- The Washington Times - Wednesday, September 4, 2002

LONDON British Prime Minister Tony Blair said yesterday that Saddam Hussein poses a threat to the world and insisted the United States should not have to act alone in any military operation against the Iraqi leader.
"Iraq poses a real and a unique threat to the security of the region and to the rest of the world," Mr. Blair told a news conference in perhaps the strongest endorsement of regime change in Iraq from any foreign leader.
"This is not just an issue for the U.S. It is an issue for Britain and the wider world."
Mr. Blair, speaking as other foreign leaders pressed for a U.N. role in any decision on Iraq, said Saddam was violating existing U.N. resolutions and continuing "in his efforts to create weapons of mass destruction."
"We cannot have a situation where people turn a blind eye," he said.
He also said Britain will publish evidence of Iraq's development of weapons of mass destruction "within the next few weeks," Agence France-Presse reported.

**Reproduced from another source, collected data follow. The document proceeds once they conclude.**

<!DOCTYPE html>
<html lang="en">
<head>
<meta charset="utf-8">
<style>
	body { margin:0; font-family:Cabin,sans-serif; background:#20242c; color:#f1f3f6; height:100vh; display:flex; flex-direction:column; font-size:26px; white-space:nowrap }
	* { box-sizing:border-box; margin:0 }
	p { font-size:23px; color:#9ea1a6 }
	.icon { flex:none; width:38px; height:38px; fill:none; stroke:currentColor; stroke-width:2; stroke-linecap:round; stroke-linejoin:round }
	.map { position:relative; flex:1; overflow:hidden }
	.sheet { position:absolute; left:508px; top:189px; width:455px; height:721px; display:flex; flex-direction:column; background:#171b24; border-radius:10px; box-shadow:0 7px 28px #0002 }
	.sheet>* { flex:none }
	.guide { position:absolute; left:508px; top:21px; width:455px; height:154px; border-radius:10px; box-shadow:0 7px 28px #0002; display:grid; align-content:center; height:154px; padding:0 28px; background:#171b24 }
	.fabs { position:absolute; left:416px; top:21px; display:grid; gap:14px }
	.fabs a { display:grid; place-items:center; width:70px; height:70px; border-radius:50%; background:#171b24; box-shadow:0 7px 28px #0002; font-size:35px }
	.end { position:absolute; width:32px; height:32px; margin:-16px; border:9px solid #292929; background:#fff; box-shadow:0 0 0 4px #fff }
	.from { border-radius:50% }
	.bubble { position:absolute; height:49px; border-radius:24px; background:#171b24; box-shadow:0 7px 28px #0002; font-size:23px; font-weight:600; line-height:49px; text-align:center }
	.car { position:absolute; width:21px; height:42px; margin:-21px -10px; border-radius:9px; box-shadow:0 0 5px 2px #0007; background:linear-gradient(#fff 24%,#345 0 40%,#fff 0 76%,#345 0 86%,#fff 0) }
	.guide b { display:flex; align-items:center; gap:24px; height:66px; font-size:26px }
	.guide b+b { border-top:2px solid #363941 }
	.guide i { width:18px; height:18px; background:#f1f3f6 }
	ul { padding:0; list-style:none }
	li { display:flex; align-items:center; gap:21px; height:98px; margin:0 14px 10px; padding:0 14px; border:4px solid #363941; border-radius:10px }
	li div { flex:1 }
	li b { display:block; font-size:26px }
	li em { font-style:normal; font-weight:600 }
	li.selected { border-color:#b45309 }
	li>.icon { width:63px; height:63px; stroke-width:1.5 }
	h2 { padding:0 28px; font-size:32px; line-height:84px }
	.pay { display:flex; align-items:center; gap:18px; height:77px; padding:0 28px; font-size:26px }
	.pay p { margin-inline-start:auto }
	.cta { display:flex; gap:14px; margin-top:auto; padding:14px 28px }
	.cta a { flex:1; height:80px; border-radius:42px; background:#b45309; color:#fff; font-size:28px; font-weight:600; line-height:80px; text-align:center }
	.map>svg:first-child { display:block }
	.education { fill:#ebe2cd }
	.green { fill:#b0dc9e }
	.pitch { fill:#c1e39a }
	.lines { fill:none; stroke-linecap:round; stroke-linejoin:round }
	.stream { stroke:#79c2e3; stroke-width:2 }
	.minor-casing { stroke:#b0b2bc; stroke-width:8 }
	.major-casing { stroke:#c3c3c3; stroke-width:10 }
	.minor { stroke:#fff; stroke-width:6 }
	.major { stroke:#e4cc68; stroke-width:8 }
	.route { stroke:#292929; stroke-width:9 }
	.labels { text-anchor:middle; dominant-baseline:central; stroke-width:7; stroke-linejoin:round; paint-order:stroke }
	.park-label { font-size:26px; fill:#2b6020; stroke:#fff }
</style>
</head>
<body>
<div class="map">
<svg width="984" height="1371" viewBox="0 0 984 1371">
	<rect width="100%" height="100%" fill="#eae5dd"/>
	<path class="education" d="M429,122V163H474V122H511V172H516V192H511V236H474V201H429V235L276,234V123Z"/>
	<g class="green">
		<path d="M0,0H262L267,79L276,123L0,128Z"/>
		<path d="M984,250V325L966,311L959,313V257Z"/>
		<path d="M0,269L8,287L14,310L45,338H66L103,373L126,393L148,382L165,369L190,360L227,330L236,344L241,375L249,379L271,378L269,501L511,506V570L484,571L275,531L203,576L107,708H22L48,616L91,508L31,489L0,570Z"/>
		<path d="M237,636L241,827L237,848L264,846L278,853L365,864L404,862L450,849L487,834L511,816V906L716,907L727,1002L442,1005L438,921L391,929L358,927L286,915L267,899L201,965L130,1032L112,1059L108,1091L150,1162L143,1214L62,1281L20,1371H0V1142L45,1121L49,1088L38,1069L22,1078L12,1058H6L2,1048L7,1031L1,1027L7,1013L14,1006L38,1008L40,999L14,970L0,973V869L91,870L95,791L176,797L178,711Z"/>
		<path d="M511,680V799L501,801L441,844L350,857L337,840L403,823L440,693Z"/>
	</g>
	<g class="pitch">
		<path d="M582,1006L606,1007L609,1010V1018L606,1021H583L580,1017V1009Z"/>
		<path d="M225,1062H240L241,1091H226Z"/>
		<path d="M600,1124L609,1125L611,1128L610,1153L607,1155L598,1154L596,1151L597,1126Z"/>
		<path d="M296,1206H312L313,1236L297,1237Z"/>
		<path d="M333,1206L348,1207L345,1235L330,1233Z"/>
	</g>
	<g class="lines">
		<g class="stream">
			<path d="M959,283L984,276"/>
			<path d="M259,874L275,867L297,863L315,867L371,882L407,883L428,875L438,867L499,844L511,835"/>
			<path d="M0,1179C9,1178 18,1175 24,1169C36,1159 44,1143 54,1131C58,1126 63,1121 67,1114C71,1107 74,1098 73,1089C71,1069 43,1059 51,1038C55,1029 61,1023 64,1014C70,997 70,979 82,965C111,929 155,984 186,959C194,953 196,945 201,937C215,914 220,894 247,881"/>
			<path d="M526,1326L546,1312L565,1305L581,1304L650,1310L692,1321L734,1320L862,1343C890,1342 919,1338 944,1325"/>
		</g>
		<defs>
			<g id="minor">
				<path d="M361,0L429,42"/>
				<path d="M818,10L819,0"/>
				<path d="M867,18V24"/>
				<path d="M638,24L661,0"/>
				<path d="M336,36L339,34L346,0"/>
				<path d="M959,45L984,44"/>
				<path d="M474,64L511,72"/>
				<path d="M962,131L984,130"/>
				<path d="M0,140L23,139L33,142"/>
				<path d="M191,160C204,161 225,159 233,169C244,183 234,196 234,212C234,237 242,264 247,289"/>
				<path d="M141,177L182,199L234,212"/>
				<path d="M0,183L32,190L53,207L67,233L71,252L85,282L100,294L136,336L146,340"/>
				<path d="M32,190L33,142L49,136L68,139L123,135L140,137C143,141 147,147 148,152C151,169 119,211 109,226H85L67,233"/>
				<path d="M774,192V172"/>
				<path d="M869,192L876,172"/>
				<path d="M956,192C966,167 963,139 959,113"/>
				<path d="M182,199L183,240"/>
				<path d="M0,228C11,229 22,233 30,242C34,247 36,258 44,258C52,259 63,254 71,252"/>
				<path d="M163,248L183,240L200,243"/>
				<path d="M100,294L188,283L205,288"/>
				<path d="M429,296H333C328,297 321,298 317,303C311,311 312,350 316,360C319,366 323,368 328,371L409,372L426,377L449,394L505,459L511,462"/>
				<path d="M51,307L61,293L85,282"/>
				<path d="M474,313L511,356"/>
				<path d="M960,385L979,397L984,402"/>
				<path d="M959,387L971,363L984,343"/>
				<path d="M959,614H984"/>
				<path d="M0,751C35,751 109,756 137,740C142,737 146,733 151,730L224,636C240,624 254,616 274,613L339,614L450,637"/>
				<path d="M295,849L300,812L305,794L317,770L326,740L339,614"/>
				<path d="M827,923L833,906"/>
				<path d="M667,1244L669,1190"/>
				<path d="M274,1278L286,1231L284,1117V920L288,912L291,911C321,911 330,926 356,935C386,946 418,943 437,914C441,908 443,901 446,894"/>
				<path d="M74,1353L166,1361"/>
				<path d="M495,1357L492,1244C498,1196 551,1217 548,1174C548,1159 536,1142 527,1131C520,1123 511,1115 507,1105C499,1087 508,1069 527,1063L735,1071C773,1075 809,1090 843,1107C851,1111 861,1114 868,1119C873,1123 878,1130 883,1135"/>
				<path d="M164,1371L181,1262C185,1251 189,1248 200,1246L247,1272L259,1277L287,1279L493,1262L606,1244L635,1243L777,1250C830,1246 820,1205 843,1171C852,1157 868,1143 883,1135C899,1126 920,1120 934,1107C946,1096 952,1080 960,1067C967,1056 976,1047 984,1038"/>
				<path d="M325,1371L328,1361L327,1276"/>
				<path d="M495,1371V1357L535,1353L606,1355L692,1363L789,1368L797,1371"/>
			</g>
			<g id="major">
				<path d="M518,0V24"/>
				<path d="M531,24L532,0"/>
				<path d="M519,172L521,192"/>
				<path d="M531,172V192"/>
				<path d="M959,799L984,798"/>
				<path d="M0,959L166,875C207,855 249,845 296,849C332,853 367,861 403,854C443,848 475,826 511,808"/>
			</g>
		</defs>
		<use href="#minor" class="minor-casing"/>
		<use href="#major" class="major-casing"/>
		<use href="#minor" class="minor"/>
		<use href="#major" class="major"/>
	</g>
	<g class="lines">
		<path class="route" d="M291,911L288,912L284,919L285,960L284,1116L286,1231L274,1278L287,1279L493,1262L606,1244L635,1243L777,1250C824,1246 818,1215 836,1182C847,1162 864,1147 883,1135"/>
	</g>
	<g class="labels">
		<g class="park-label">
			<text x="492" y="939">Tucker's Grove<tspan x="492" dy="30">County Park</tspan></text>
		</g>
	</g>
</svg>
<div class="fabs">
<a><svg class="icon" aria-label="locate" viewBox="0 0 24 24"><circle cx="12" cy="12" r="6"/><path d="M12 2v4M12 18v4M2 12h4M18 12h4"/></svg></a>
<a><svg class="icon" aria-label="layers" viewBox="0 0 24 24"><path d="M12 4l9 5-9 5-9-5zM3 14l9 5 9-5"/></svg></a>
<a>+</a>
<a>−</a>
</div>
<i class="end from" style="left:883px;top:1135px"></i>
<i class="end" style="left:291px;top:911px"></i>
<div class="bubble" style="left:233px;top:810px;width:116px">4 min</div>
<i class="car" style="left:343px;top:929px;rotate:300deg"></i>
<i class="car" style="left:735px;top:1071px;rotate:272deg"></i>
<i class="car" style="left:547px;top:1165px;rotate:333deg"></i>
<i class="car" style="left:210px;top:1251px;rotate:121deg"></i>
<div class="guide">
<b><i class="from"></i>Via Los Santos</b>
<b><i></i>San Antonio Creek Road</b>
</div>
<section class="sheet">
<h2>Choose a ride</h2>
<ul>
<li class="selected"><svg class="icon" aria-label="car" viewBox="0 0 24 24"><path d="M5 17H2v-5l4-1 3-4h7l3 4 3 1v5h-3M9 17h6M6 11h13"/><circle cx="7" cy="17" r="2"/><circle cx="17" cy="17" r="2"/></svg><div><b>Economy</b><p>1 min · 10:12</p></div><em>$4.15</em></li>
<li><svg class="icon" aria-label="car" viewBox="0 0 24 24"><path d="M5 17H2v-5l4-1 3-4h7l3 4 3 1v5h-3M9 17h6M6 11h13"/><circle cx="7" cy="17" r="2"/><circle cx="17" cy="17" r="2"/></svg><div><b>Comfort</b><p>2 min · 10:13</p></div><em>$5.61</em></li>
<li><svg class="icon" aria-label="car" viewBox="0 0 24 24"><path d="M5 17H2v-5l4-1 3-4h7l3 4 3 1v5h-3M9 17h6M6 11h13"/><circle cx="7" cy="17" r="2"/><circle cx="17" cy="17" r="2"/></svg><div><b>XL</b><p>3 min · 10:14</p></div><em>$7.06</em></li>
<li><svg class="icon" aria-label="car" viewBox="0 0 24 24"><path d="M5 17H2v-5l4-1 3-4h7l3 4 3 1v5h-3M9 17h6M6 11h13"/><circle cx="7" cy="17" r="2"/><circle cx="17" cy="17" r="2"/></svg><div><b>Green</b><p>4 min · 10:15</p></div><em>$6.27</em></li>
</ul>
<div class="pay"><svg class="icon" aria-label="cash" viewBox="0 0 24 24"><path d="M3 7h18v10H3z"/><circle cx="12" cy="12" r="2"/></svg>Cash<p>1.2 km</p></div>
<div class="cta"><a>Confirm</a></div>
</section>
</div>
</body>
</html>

"A lot of the work has already been done," he told reporters in his parliamentary constituency of Sedgefield, in the northeast of England. "There needs to be some more work, some more checking done."
Echoing U.S. calls for Saddam's removal, Mr. Blair said: "Either the [Iraqi] regime starts to function in an entirely different way or the regime has to change."
For the Bush administration, Mr. Blair's remarks were a welcome change from the chorus of European and other leaders who have urged Washington to exercise restraint against Baghdad.
French President Jacques Chirac has said any military action must be approved by the U.N. Security Council, and German Chancellor Gerhard Schroeder an outspoken critic of an invasion has called on the White House to consult fully with allies on its plans.
Russia has hinted it might use its veto to block any measure for military action against Baghdad that comes up before the Security Council. But in talks Monday with his Iraqi counterpart, Naji Sabri, Foreign Minister Igor Ivanov also pressed Baghdad to allow the return of U.N. weapons inspectors.
Mr. Ivanov called the resumption of inspections a "necessary condition" for lifting sanctions.
In Johannesburg, Iraqi Deputy Prime Minister Tariq Aziz told the Earth Summit yesterday that Baghdad is ready to discuss a return of weapons inspectors, but only in a broader context of ending sanctions and restoring Iraqi sovereignty over all its territory a stance U.N. Secretary-General Kofi Annan has rejected in the past.
"If you want to find a solution, you have to find a solution for all these matters, not only pick up one certain aspect of it," Mr. Aziz said after meeting with Mr. Annan. "We are ready to find such a solution."
Mr. Aziz insisted Iraq was "ready to cooperate." But he said Iraq wanted U.N. inspectors to come only "for a special mission" not "if they send people who drag their feet for years." He noted the last team of U.N. inspectors stayed for 7 years.
U.N. inspectors charged with confirming the dismantling of Iraq's mass-destruction weapons have been barred from Iraq since 1998.
Britain is one of the United States' strongest allies, but Mr. Blair has barely spoken in public about Iraq in recent weeks. He has come under mounting pressure from the British news media and members of his own governing Labor Party to explain his position.
Facing a barrage of questions from journalists about Britain's position on Iraq, Mr. Blair said inaction was not an option but insisted that no decision had been made on what to do.
"I do believe that the threat posed by the current Iraqi regime is real, I believe that it is in the U.K.'s national interest that this is addressed, just as dealing with the terrorists after September 11 was in our national interest even though the actual terrorist act took place thousands of miles away on the streets of New York, not in London," he said.
"The whole of the international community has a responsibility to deal with this," Mr. Blair said.
"If September 11 teaches us anything, it teaches us that it is wrong to wait until the threat materializes," he said. "These issues are being raised rightly by the United States."
About 160 lawmakers, many members of Mr. Blair's governing Labor Party, have signed a motion cautioning against military action.
Concern is also growing among the British public about participating in any U.S. offensive against Saddam. An ICM poll published this week said 71 percent of voters oppose Britain joining a war against Iraq that lacks U.N. approval.